L’entente fait la force
Le Figaro
23-24 janvier 1971
Les pays industrialisés ne peuvent se
passer des matières premières qu’ils achètent à des pays peu
développés. Formule que l’on traduirait volontiers en une autre:
les pays riches ont besoin des pays pauvres – à condition d’oublier
certains cas dits exceptionnels, ceux des émirats du Proche-Orient,
qui produisent plus de dizaines de millions de tonnes de pétrole
qu’elles ne possèdent de centaines de milliers d’habitants. Les
relations des Occidentaux avec les Arabes seraient probablement
meilleures si la géographie, aidée par la politique, n’avait pas
créé, ici et là, cette disproportion entre l’accumulation de l’or
noir et le nombre de ses bénéficiaires.
En dépit des tensions cachées, les
producteurs ont réussi pour la première fois à présenter un front
commun aux grandes compagnies et aux États occidentaux. Les
vendeurs font la loi dans le marché à cause de la fermeture du
canal de Suez, du manque des moyens de transport et de
l’augmentation constante et rapide de la consommation. Ils se
trouvent en position de force dès lors qu’au lieu de s’adresser
isolément aux compagnies pétrolières pour obtenir chacun
accroissement de la production nationale, élévation du prix de base
ou relèvement du pourcentage fiscal, ils formulent ensemble des
revendications.
À ce front commun, les consommateurs ont
répondu par une organisation commune des compagnies, à laquelle
adhère la Compagnie française des pétroles, avec la bénédiction du
gouvernement. La compagnie nationale italienne, qui cherche à se
tailler son empire en faisant cavalier seul, a refusé
spectaculairement son adhésion.

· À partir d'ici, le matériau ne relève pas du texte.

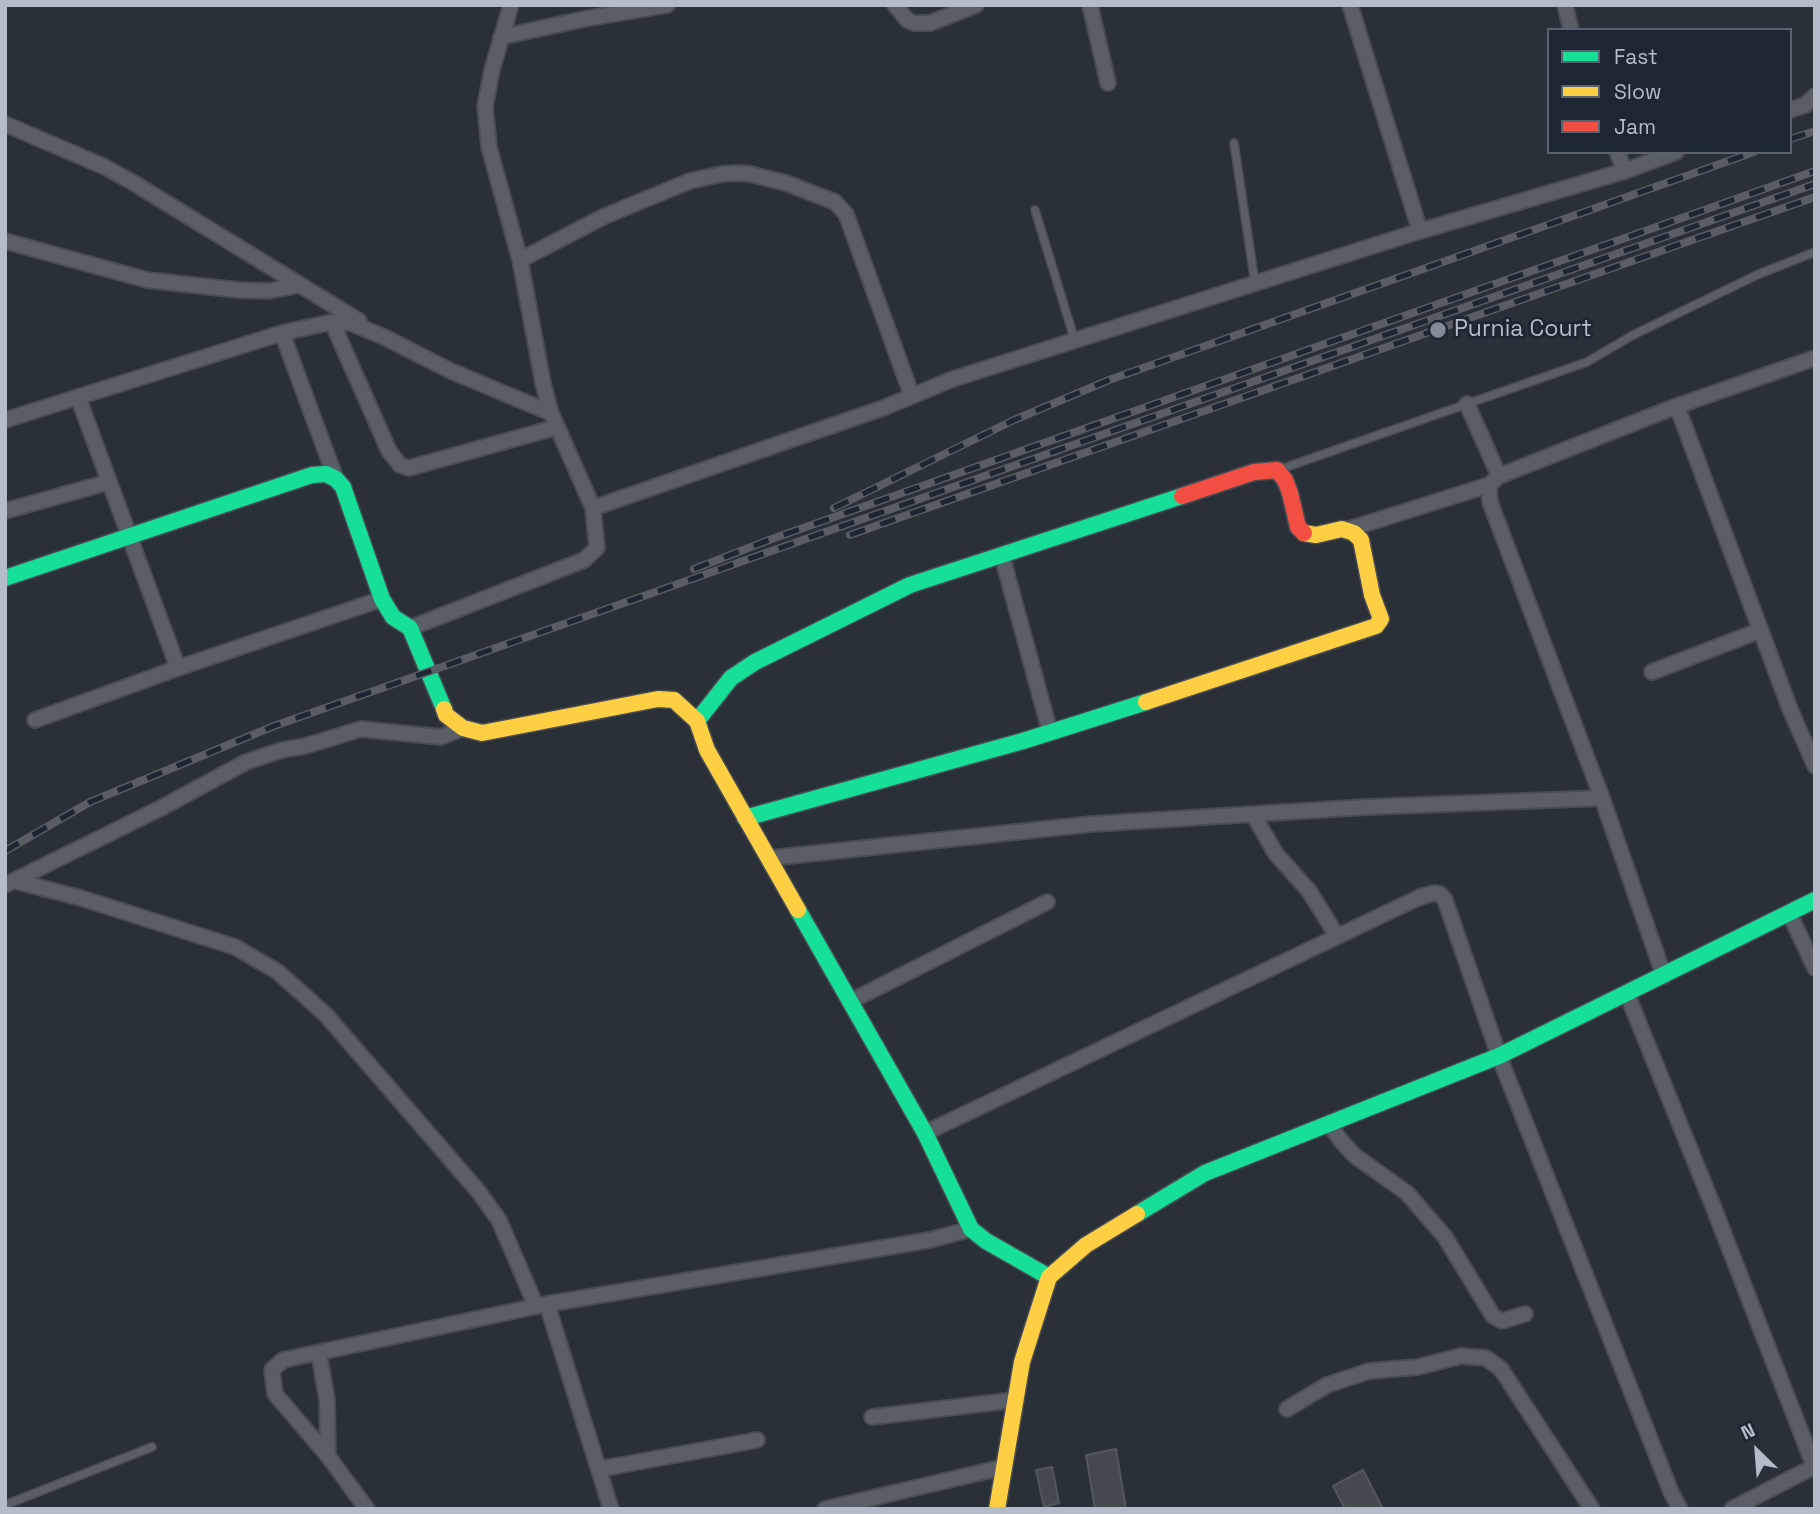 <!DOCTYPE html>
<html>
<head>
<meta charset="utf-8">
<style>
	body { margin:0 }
	#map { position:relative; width:1820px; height:1514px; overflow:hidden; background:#2a3038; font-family:"Space Grotesk",sans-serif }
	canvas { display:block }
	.frame { position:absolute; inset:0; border:7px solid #b4bcc9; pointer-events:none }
	.legend { position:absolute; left:1547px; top:28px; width:245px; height:126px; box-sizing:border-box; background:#1d2633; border:2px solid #59626f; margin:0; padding:9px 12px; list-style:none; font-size:21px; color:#b4bcc9 }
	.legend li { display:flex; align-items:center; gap:14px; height:35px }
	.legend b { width:35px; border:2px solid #59626f }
	.north { position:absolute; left:1722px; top:1416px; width:70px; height:70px; -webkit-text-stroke:5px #1d2633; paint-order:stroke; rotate:335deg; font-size:19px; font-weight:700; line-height:28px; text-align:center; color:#b4bcc9 }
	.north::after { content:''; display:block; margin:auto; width:24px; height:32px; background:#b4bcc9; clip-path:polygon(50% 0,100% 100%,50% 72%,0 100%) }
</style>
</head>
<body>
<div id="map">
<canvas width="1820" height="1514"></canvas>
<div class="frame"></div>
<ul class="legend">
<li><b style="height:9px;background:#16e098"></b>Fast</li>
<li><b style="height:9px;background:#ffcf43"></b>Slow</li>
<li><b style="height:9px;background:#f24e42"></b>Jam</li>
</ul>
<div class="north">N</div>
</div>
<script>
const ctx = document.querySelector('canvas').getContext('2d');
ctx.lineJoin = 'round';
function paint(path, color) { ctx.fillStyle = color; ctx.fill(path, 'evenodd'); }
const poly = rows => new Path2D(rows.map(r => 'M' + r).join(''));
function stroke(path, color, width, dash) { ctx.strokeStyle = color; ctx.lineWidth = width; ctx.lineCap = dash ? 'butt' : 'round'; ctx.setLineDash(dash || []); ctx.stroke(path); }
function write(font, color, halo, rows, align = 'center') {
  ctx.font = font + ' "Space Grotesk",sans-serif'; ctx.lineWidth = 6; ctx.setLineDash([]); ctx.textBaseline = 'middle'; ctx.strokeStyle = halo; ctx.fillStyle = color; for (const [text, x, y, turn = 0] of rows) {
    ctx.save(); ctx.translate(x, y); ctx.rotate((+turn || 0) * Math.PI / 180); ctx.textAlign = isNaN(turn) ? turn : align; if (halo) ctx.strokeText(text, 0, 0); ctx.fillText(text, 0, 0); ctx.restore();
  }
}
const building = poly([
	[1116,1449,1126,1509,1095,1509,1086,1455,1116,1449],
	[1052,1467,1059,1503,1044,1507,1036,1470,1052,1467],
	[1363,1470,1383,1509,1345,1509,1333,1486,1363,1470]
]);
const lane = poly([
	[1234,143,1255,283],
	[1035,210,1075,341],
	[1278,470,1587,362,1633,335,1759,274,1815,252],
	[5,1505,152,1447]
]);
const street = poly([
	[895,5,907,20,914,23,930,23,976,5],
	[1090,5,1108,83],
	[1350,5,1420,231],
	[1565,5,1571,30],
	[501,37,584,19,667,5],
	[1790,110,1805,105,1815,96],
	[5,124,105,167,132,182,359,321],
	[1617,152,1625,171],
	[5,241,147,280,238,290,269,291,300,285],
	[520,260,605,216,690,181,722,174,738,173,750,174,786,183,835,202,846,214,912,396],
	[332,322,389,451,400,465,409,468,557,427],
	[282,333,336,479],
	[78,397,178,668],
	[1467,404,1499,476],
	[1677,406,1790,709,1815,766],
	[5,420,282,333,332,322,351,323,384,337,451,371,551,413],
	[593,508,883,408,953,379,1420,231,1625,171,1676,152],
	[5,511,109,482],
	[1346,530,1489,485],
	[1002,556,1050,732],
	[410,628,584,560,597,548,593,508,551,413,543,383,520,260,489,147,485,106,492,70,511,5],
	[1652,672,1761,630],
	[35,720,178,668,382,599],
	[1253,814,1276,854,1309,891,1337,936],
	[770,858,1092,824,1367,807,1602,798],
	[15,881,81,898,235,947,278,972,326,1015,478,1191,499,1220,536,1306],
	[5,885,161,808,246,762,282,750,305,746,361,729,441,737,463,728],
	[1789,913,1815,968],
	[1664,976,1602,798,1490,502,1489,485,1499,476,1677,406,1815,358],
	[1627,994,1713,1206,1814,1466],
	[851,1001,1047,902],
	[1329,1124,1342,1142,1355,1156,1407,1193,1445,1237,1493,1316,1502,1321,1525,1314],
	[925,1133,1420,897,1434,893,1440,894,1445,900,1499,1056,1671,1492,1680,1509],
	[547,1304,611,1509],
	[319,1354,327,1400,328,1456],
	[1287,1409,1327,1385,1369,1371,1418,1367,1461,1356,1486,1358,1501,1369,1592,1509],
	[872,1417,1015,1400],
	[600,1469,757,1440],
	[367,1509,328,1456,275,1394,272,1370,283,1360,547,1304,930,1240,971,1229],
	[825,1509,1004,1467],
	[1732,1509,1815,1466]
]);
const fast = poly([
	[5,578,312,475,326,474,336,479,343,487,382,599,393,617,410,628,444,709],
	[697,721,731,678,755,662,910,585,1182,496],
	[745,818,1023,741,1146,702],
	[798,910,925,1133,971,1229,986,1241,1049,1277],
	[1137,1214,1205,1173,1499,1056,1815,900]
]);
const slow = poly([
	[1146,702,1376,626,1381,619,1372,595,1361,540,1354,533,1342,529,1316,535,1304,533],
	[444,709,446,715,463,728,482,733,658,699,674,700,697,721,707,750,798,910],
	[997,1509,1022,1362,1049,1277,1086,1245,1137,1214]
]);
const jam = poly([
	[1182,496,1254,472,1277,470,1285,480,1290,493,1298,527,1304,533]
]);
const rail = poly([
	[1790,139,1815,131],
	[834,508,1014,420,1109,380,1754,152],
	[850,535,1815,197],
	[694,569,769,540,1815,171],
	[5,851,90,802,274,726,1815,184]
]);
const markers = [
	[1438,330,9,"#848b96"]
];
const poiNames = [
	["Purnia Court",1454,330]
];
paint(building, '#444950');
stroke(building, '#52575f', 2);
stroke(lane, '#484c53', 10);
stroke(street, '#484c53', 18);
stroke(fast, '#484c53', 19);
stroke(slow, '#484c53', 19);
stroke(jam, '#484c53', 19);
stroke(lane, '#5a5e66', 7);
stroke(street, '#5a5e66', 14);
stroke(fast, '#16e098', 16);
stroke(slow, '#ffcf43', 16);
stroke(jam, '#f24e42', 16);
stroke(rail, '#595d64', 8);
stroke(rail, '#1d2633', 5, [16]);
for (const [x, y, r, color] of markers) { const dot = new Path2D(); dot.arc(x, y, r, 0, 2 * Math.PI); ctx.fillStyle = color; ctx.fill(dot); stroke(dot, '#1d2633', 2.5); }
write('23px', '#b4bcc9', '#1d2633', poiNames, 'left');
</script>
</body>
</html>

La plupart des petites compagnies
américaines semblent oublier momentanément leur rivalité avec les
grandes.
Une fois les deux interlocuteurs également
convaincus que l’union fait la force, le dialogue s’engage avec
toutes les chances d’aboutir.
La dévalorisation annuelle du dollar
justifie une élévation du prix du pétrole brut, une sorte d’échelle
mobile. L’augmentation du prélèvement fiscal de 50 à 55% ne ruinera
personne. Entre le prix du brut et le prix de l’essence du touriste
ou du fuel de l’industriel, il y a tant d’intermédiaires,
raffinage, distribution et fiscalité, que les gouvernements
n’auront aucune peine, s’ils en décident ainsi, d’amortir les
répercussions de cette hausse de prix. On abuse l’opinion quand on
lui présente ce relèvement de prix comme dangereux pour des
économies déjà en état d’inflation. L’énergie ne constitue qu’un
pourcentage très faible des prix de produits finis. Pour les rares
secteurs dont la prospérité dépend du prix de l’énergie, rien
n’empêche de prendre des mesures spéciales. Pourquoi s’indigner que
les vendeurs cherchent à profiter d’une conjoncture favorable,
puisque les Occidentaux se réclament d’une économie de
marché?
En vérité, le prix du brut sur lequel sont
calculés les prélèvements des pays producteurs peut être interprété
de multiples manières mais personne ne peut y voir, avec la
meilleure volonté du monde, un prix libre. Aussi ceux qui espèrent
ou craignent – pour d’autres matières premières – la même coalition
des pauvres contre les riches, peuvent se rassurer ou perdre leurs
illusions: le dialogue entre trust de vendeurs et trust d’acheteurs
demeure un cas exceptionnel, peut-être unique.